INPUT DATA:
== Segment start ==
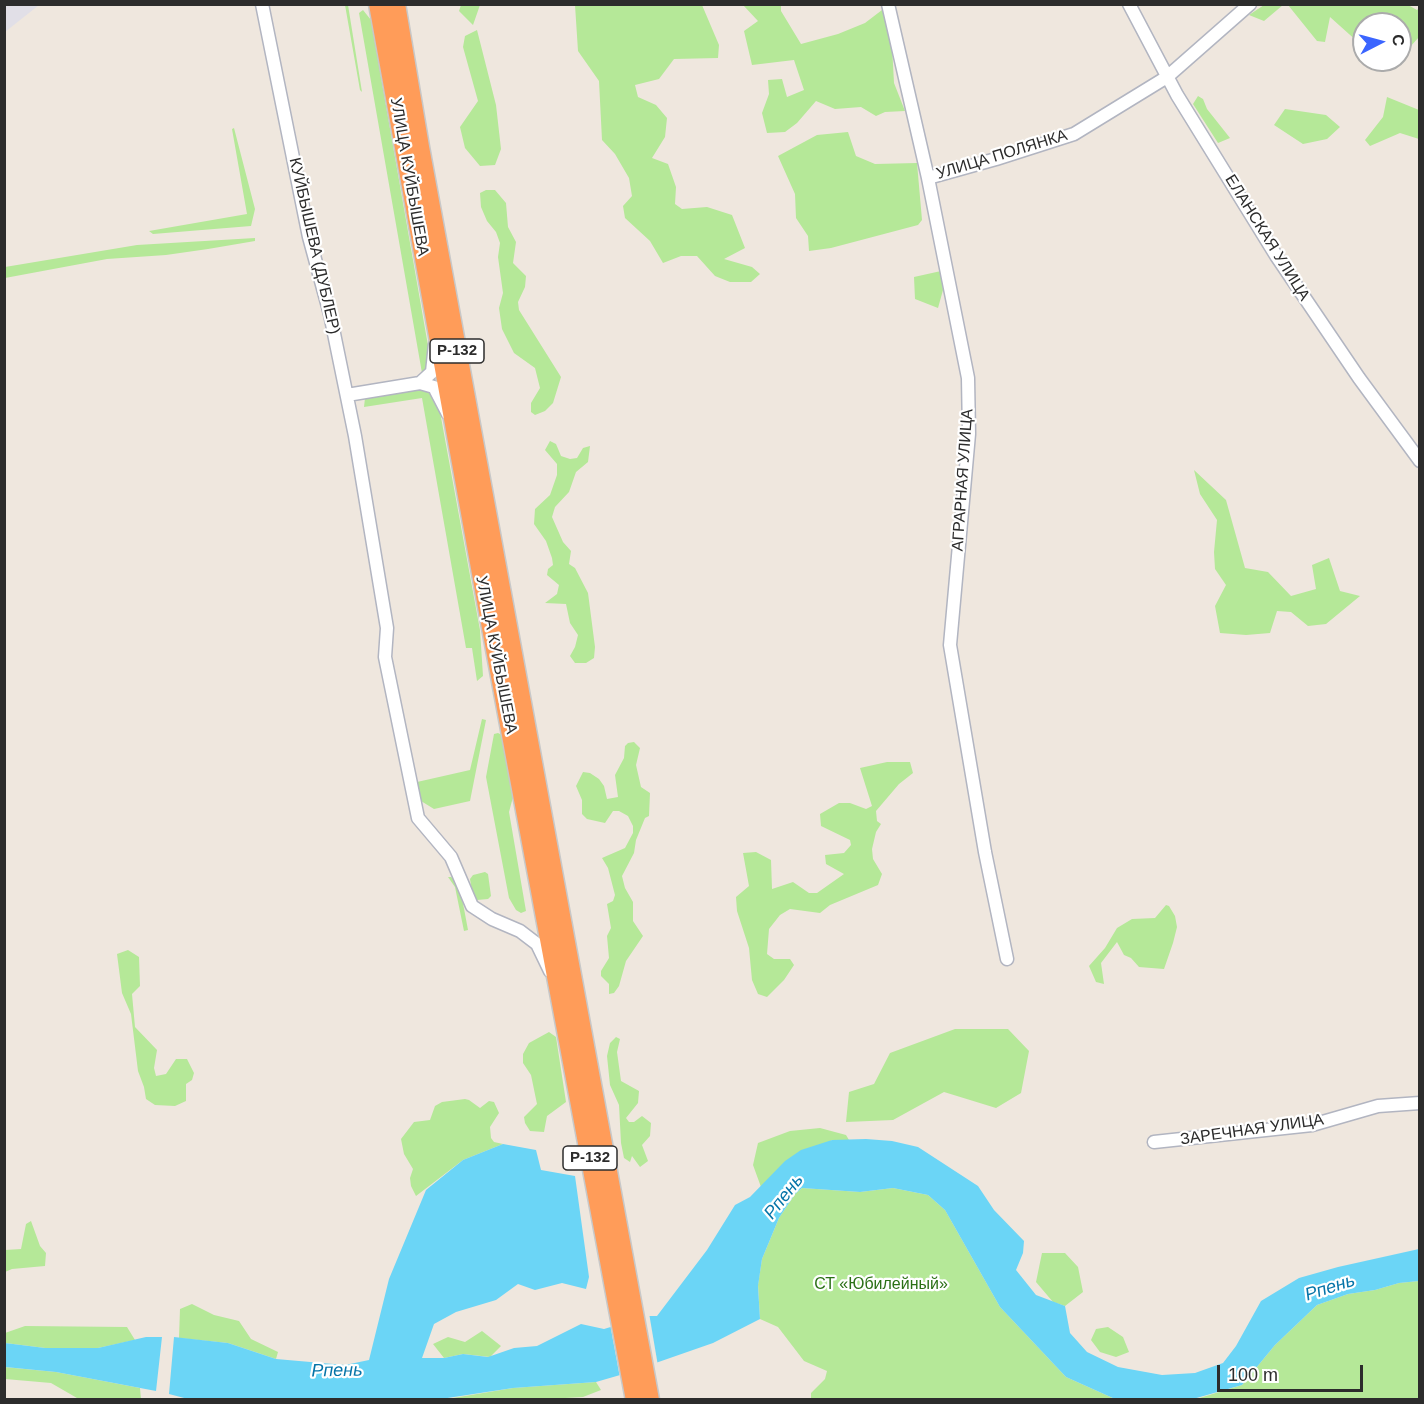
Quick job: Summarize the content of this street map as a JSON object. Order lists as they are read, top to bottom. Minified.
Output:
{"streets":{"highway":["УЛИЦА КУЙБЫШЕВА","Р-132"],"street":["УЛИЦА ПОЛЯНКА","ЕЛАНСКАЯ УЛИЦА","КУЙБЫШЕВА (ДУБЛЕР)","АГРАРНАЯ УЛИЦА","ЗАРЕЧНАЯ УЛИЦА"]},"crossings":[["УЛИЦА ПОЛЯНКА","ЕЛАНСКАЯ УЛИЦА"],["УЛИЦА ПОЛЯНКА","АГРАРНАЯ УЛИЦА"],["УЛИЦА КУЙБЫШЕВА","КУЙБЫШЕВА (ДУБЛЕР)"],["УЛИЦА КУЙБЫШЕВА","Р-132"]],"water":["Рпень"],"parks":["СТ «Юбилейный»"],"scale_bar":"100 m","north":"right"}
== Segment end ==
WORK ITEM: Nothing but the pictures may be dropped as you repeat the listing above exactly.

THE COMPLETED TASK:
Quick job: Summarize the content of this street map as a JSON object. Order lists as they are read, top to bottom. Minified.
Output:
{"streets":{"highway":["УЛИЦА КУЙБЫШЕВА","Р-132"],"street":["УЛИЦА ПОЛЯНКА","ЕЛАНСКАЯ УЛИЦА","КУЙБЫШЕВА (ДУБЛЕР)","АГРАРНАЯ УЛИЦА","ЗАРЕЧНАЯ УЛИЦА"]},"crossings":[["УЛИЦА ПОЛЯНКА","ЕЛАНСКАЯ УЛИЦА"],["УЛИЦА ПОЛЯНКА","АГРАРНАЯ УЛИЦА"],["УЛИЦА КУЙБЫШЕВА","КУЙБЫШЕВА (ДУБЛЕР)"],["УЛИЦА КУЙБЫШЕВА","Р-132"]],"water":["Рпень"],"parks":["СТ «Юбилейный»"],"scale_bar":"100 m","north":"right"}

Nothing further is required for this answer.